EXERCISE OBJECTIVE: Take from the material every line that contains the word "Illinois".

::::

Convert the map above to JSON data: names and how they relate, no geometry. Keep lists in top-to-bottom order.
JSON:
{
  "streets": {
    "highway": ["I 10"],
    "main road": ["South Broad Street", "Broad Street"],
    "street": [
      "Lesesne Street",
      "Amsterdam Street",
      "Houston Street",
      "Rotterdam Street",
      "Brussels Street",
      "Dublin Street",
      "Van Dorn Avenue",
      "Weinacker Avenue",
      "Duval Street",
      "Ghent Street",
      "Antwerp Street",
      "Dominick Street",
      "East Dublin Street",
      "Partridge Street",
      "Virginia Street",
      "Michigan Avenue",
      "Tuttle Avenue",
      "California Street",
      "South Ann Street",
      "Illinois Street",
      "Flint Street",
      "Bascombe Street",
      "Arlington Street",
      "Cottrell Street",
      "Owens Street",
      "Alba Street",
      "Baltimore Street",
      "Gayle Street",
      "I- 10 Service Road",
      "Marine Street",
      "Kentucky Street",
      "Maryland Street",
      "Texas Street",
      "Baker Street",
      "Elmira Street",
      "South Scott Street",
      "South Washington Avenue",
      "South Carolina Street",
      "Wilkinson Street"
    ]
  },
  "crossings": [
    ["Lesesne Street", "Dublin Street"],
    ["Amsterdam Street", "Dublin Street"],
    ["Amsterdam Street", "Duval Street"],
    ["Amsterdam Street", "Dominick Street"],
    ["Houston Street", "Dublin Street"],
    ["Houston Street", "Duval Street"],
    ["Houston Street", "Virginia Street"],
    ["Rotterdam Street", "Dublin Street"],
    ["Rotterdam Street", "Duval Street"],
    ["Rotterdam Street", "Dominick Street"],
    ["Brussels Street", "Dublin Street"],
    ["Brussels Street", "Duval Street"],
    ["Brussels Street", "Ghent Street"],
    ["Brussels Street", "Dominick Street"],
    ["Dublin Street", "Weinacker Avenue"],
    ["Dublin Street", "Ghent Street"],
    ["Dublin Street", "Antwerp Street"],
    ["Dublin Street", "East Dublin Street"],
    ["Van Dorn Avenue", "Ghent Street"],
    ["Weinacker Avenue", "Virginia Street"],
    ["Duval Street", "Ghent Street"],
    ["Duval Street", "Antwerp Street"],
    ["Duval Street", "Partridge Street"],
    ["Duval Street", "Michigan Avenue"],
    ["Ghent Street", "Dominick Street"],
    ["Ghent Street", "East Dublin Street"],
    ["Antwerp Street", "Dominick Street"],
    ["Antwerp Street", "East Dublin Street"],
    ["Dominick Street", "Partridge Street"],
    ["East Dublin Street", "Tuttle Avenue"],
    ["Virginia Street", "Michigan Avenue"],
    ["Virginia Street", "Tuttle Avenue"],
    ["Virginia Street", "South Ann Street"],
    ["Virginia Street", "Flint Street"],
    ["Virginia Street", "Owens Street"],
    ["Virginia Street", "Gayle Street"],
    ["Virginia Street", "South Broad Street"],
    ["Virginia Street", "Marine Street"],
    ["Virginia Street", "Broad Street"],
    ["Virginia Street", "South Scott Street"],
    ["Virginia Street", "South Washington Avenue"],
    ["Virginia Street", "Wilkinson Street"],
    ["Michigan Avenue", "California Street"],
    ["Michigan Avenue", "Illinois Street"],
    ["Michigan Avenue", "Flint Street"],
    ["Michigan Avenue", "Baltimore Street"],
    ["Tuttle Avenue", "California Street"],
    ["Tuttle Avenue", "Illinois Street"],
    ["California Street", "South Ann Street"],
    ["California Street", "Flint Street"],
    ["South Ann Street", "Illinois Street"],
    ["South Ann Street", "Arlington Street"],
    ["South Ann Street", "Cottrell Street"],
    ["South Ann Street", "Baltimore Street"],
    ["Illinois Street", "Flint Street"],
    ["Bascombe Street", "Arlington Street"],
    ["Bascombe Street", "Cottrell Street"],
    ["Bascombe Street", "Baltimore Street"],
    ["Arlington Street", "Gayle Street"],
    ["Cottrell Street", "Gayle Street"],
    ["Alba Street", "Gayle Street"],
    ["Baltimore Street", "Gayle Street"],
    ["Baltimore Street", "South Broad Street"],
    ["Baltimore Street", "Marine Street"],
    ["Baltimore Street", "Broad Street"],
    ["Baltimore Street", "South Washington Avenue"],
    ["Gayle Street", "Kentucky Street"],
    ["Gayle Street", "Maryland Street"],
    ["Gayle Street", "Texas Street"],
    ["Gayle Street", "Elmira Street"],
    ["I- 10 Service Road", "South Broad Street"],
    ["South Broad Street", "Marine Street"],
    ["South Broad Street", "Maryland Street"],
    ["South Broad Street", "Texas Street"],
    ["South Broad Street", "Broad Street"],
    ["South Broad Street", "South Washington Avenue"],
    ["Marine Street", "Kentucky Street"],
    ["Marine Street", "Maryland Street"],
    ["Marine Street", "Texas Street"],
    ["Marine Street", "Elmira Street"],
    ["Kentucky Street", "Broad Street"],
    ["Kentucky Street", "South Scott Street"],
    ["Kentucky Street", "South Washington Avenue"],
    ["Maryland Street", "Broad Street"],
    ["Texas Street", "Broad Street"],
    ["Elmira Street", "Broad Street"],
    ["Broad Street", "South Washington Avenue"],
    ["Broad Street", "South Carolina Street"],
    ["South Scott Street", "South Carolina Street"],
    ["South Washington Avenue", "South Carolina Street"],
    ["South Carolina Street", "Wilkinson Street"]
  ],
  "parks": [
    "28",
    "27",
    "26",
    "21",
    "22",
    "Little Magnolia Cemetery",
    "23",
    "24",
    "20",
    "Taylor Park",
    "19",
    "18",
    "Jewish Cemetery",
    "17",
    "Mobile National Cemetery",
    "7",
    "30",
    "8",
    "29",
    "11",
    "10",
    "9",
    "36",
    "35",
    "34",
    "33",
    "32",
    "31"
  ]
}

::::

WRITTEN RESPONSE:
      "Illinois Street",
    ["Michigan Avenue", "Illinois Street"],
    ["Tuttle Avenue", "Illinois Street"],
    ["South Ann Street", "Illinois Street"],
    ["Illinois Street", "Flint Street"],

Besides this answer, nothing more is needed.